● **EXERCISE DESCRIPTION**: Look through the entries that follow and return each line that has the string "screenshot".

● **Dataset entries**:
+ + + + + + +

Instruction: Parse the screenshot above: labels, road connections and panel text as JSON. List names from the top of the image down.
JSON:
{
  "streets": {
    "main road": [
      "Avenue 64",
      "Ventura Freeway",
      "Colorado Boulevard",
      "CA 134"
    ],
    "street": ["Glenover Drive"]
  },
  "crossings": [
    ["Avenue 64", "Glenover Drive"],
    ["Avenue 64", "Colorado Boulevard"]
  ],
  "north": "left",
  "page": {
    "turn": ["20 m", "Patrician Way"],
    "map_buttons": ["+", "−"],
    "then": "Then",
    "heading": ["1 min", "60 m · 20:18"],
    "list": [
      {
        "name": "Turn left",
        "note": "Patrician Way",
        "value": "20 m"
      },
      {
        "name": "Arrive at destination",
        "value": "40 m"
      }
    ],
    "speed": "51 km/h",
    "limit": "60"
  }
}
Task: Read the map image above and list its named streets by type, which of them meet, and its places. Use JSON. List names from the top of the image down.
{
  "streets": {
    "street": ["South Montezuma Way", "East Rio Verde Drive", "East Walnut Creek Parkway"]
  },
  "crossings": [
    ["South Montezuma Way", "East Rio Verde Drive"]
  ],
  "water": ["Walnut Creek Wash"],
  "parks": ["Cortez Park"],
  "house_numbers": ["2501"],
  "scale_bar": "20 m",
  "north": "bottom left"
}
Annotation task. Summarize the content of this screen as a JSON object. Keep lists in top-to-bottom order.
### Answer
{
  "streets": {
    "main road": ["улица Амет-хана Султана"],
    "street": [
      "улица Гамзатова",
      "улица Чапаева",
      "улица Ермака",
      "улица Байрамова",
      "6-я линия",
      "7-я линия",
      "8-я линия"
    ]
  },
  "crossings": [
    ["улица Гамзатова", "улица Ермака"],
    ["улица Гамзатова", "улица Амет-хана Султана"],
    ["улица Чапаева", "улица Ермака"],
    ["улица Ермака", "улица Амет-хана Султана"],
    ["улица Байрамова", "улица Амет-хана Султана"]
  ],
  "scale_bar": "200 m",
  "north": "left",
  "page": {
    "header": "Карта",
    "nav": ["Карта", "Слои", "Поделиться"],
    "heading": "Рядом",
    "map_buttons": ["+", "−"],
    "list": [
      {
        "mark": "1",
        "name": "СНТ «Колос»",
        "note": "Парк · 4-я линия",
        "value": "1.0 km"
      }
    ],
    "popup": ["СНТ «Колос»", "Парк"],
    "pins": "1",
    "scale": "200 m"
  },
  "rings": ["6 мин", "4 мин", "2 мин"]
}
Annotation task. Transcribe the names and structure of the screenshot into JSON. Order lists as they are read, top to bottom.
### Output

+ + + + + + +

● **TASK SOLUTION**:
Instruction: Parse the screenshot above: labels, road connections and panel text as JSON. List names from the top of the image down.
Annotation task. Transcribe the names and structure of the screenshot into JSON. Order lists as they are read, top to bottom.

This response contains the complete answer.